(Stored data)
********

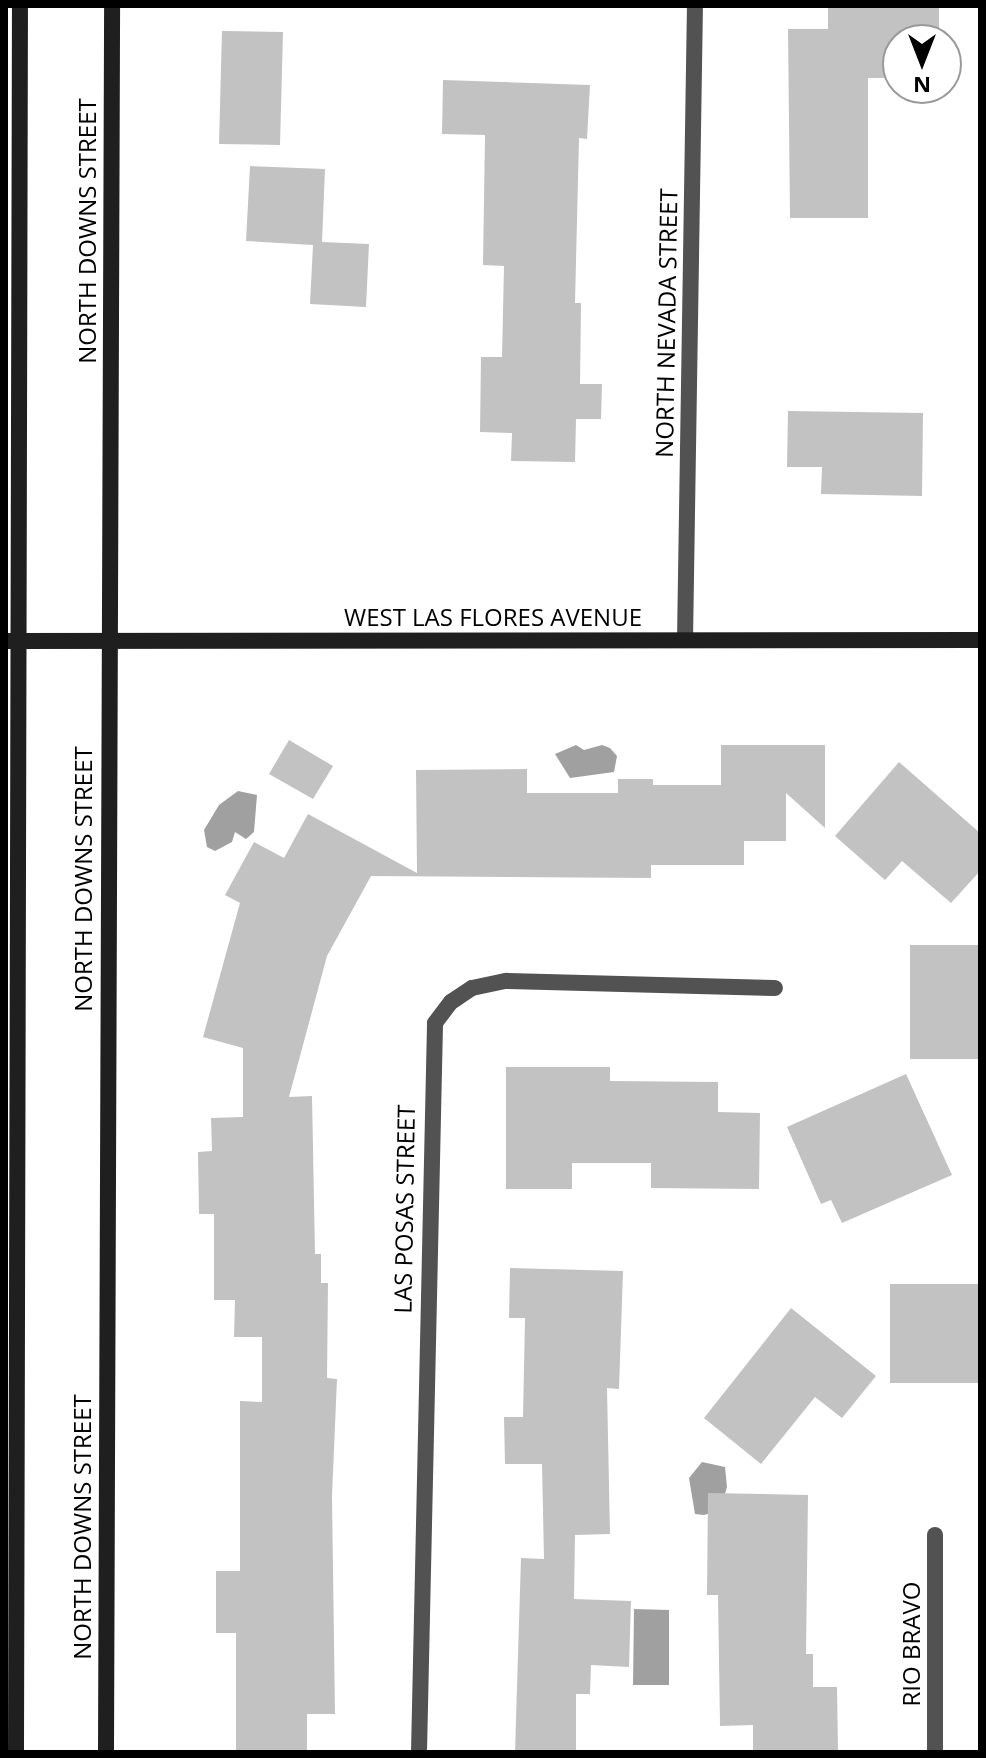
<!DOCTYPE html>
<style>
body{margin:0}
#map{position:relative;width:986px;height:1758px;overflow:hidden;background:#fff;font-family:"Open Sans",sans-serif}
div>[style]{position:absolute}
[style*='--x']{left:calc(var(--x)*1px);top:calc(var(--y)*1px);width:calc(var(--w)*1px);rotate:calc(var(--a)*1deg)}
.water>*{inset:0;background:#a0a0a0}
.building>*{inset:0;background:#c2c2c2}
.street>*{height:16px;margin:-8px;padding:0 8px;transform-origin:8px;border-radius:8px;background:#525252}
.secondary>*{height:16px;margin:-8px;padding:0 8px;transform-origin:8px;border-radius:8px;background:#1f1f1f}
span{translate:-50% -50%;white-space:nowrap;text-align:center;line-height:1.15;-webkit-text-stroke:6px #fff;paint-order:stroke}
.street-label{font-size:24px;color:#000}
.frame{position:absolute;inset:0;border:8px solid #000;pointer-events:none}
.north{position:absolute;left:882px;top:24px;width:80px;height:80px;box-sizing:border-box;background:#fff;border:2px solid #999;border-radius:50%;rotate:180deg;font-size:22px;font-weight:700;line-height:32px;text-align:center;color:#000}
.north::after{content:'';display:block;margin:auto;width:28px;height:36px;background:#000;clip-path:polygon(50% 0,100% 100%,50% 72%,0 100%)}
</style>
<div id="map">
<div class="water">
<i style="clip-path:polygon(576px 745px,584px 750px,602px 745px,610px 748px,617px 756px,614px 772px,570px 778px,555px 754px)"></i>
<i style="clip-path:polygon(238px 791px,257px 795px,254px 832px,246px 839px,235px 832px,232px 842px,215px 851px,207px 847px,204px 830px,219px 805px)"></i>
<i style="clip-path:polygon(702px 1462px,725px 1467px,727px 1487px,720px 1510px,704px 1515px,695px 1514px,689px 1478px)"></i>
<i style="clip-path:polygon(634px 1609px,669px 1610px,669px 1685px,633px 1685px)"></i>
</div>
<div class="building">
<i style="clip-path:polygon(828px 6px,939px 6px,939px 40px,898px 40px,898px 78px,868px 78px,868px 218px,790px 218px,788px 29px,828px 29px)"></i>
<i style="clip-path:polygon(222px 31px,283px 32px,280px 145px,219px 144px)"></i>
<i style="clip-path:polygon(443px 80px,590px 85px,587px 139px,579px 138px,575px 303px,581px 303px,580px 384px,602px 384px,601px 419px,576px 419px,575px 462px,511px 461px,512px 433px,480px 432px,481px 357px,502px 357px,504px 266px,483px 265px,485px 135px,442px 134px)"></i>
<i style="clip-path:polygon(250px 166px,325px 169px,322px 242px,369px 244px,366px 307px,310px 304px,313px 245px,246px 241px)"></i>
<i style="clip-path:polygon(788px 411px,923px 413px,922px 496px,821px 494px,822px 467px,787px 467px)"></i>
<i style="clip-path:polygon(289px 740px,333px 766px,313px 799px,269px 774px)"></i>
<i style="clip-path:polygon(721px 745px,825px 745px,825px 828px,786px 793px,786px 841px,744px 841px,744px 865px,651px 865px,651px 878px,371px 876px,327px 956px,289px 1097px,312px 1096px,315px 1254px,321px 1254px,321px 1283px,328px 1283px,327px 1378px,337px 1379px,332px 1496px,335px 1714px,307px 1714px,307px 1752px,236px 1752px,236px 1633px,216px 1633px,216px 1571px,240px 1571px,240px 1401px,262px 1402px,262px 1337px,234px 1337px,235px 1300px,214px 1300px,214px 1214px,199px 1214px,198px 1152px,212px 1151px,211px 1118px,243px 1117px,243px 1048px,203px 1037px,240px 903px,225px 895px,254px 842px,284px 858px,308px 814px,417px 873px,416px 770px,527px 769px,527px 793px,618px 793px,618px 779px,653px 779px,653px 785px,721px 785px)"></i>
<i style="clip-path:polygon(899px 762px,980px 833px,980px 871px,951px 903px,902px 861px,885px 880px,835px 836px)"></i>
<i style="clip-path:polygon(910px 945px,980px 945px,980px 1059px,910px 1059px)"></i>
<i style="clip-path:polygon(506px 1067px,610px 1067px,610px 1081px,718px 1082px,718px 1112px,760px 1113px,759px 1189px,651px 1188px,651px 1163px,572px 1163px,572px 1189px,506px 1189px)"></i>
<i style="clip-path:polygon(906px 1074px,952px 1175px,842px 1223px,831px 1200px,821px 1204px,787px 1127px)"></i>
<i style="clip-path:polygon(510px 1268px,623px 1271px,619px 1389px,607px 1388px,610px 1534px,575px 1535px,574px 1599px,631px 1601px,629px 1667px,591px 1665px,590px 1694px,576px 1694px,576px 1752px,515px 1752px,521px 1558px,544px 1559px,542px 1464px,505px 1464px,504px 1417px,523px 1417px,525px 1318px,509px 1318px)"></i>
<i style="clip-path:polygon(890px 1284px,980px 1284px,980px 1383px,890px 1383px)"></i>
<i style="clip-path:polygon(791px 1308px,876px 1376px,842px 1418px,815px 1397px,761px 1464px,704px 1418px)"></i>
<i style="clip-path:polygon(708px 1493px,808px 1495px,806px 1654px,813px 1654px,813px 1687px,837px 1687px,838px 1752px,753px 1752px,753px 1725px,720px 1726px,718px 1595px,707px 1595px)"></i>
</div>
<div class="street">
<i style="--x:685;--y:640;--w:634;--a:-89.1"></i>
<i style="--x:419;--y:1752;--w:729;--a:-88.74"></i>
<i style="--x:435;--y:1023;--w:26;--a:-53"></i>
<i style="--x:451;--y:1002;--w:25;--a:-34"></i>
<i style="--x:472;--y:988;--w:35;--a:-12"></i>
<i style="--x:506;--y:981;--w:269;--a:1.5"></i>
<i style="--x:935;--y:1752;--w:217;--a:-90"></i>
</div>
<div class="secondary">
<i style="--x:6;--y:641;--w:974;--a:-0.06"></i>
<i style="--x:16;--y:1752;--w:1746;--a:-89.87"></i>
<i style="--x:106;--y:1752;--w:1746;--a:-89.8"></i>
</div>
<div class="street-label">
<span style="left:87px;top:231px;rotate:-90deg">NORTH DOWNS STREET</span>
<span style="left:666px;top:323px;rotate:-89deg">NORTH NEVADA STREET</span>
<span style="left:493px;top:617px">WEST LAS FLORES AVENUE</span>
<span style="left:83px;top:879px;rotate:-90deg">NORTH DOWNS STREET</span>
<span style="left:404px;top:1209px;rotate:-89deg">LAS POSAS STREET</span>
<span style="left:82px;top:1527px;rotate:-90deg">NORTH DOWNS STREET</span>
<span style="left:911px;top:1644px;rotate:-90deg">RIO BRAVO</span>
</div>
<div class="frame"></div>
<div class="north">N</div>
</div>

********

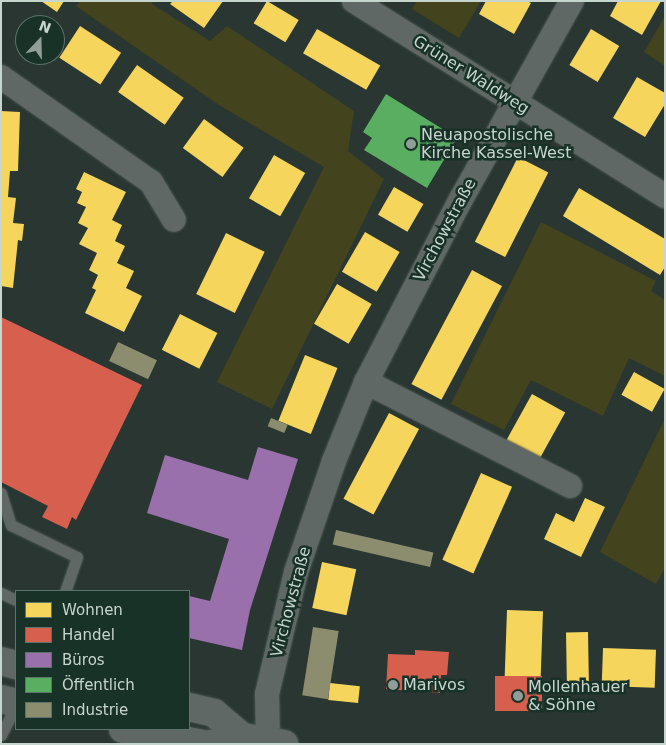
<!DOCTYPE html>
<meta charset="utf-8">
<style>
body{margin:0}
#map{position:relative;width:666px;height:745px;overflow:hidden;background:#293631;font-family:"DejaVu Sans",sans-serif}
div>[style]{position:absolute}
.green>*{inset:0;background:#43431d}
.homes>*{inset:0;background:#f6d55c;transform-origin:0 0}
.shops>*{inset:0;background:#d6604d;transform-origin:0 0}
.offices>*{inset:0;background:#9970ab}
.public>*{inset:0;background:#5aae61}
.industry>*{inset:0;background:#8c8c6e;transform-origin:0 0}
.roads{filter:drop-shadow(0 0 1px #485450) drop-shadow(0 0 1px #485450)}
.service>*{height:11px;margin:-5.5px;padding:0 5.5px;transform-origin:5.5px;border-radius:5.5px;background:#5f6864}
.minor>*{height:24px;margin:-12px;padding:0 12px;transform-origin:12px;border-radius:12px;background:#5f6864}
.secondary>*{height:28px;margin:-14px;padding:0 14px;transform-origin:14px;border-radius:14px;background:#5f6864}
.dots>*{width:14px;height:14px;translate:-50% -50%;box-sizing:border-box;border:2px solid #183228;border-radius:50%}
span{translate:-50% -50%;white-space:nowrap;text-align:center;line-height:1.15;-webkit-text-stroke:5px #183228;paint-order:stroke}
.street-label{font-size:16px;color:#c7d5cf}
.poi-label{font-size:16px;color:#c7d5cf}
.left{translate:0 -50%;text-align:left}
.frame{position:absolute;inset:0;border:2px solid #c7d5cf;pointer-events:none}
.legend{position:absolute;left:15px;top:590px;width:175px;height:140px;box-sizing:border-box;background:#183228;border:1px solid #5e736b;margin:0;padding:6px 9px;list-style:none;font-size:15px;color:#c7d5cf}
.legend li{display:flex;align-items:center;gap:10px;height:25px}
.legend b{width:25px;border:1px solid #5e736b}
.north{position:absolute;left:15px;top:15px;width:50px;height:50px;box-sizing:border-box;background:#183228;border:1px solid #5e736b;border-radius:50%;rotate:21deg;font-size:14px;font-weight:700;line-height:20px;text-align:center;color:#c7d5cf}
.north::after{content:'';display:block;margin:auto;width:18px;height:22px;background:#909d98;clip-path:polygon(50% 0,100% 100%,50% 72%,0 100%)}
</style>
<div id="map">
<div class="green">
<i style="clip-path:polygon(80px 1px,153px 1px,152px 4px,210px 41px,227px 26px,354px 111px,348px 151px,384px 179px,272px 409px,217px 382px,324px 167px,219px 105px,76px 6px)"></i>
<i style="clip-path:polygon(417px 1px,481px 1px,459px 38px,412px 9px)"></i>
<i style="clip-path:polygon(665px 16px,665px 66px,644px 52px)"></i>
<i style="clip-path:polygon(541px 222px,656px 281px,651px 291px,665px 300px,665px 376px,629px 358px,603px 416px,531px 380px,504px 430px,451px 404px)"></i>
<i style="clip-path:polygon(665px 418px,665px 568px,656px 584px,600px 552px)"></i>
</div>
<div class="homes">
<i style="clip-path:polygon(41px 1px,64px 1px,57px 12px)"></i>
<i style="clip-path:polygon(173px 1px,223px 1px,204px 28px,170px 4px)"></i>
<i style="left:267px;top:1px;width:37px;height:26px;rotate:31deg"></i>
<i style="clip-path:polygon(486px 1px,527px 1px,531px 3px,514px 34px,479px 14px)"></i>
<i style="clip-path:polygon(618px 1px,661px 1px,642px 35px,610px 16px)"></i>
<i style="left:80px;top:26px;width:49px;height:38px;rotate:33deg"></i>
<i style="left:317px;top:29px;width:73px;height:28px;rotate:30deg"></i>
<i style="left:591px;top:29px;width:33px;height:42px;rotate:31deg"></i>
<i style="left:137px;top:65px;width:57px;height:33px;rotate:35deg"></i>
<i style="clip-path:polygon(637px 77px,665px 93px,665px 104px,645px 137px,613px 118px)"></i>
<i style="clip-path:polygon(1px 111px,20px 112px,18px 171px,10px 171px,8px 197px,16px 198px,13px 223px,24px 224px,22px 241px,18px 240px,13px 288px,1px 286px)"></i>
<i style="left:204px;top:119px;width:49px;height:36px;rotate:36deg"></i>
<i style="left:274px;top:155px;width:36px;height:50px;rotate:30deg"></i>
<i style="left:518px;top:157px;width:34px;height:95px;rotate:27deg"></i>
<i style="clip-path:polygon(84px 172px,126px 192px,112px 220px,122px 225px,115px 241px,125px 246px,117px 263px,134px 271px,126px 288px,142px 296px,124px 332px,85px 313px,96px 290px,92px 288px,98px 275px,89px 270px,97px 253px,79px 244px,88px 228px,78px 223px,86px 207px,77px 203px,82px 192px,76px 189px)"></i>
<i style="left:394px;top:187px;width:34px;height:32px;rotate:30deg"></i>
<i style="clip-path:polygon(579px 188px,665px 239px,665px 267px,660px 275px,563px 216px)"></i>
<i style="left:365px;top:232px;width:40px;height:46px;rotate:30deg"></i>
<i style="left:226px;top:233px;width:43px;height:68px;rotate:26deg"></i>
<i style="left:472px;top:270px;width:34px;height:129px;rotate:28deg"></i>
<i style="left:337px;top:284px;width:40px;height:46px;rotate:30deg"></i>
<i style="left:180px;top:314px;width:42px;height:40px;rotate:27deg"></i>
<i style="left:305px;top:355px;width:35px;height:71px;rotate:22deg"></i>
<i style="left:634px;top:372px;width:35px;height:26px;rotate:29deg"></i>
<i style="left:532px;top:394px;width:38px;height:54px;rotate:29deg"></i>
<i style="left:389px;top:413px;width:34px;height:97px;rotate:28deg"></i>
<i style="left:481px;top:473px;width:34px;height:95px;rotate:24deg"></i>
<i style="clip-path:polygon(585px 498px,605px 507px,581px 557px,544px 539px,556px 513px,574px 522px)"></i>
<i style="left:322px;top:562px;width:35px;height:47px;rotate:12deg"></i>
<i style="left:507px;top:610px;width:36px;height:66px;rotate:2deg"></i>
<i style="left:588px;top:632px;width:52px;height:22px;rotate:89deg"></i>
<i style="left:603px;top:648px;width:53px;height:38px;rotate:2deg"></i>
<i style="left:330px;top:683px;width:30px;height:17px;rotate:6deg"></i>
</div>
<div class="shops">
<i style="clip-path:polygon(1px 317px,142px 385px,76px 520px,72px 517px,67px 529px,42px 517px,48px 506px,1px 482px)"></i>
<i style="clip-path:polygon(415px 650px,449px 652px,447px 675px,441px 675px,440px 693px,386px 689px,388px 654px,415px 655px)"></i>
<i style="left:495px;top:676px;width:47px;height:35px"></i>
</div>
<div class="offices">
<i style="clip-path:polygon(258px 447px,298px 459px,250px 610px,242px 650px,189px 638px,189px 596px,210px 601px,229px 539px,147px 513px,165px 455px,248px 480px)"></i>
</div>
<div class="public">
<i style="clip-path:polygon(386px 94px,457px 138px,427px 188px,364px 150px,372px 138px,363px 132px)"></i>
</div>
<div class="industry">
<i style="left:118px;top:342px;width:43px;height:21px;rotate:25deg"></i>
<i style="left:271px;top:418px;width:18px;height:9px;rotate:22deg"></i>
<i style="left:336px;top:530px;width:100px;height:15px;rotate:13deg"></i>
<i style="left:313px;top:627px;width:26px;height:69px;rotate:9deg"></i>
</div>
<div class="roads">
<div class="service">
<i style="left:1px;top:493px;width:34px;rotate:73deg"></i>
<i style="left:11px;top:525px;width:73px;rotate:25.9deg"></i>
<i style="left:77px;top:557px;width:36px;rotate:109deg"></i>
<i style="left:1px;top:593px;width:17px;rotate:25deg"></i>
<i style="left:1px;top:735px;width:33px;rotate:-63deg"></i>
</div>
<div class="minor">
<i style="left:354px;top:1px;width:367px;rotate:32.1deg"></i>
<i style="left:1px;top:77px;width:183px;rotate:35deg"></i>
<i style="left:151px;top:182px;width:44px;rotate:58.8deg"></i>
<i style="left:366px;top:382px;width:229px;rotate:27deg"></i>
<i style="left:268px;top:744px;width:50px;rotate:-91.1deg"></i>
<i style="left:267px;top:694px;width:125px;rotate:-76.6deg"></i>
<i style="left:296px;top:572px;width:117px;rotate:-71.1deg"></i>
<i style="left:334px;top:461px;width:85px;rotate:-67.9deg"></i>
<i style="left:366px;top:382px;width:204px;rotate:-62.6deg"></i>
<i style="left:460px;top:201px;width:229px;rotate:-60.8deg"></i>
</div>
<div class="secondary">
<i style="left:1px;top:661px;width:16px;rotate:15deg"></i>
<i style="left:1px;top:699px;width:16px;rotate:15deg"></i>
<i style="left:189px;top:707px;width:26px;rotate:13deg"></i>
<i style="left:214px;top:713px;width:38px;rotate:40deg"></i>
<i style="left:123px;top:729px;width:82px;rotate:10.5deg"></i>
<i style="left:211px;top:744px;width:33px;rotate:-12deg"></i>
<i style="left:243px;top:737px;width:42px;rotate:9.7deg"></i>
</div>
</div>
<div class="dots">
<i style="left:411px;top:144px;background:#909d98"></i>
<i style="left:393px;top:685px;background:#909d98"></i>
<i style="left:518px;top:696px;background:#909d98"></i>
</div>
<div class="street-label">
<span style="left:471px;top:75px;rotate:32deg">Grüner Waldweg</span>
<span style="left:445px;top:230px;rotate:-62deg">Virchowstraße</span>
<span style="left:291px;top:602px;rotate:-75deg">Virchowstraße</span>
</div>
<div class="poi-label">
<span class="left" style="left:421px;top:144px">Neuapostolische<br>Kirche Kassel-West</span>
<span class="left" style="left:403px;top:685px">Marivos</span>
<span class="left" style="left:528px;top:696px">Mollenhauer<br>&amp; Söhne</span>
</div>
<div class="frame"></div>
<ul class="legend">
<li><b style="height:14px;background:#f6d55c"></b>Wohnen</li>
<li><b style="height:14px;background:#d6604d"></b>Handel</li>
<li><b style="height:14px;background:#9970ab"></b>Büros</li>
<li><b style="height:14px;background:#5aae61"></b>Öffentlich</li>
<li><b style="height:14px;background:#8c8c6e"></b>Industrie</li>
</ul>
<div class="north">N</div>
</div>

********

▸ Directions for this task:
Scan the records above, then copy out each line that mentions "family".

▸ Result of the exercise:
#map{position:relative;width:986px;height:1758px;overflow:hidden;background:#fff;font-family:"Open Sans",sans-serif}
#map{position:relative;width:666px;height:745px;overflow:hidden;background:#293631;font-family:"DejaVu Sans",sans-serif}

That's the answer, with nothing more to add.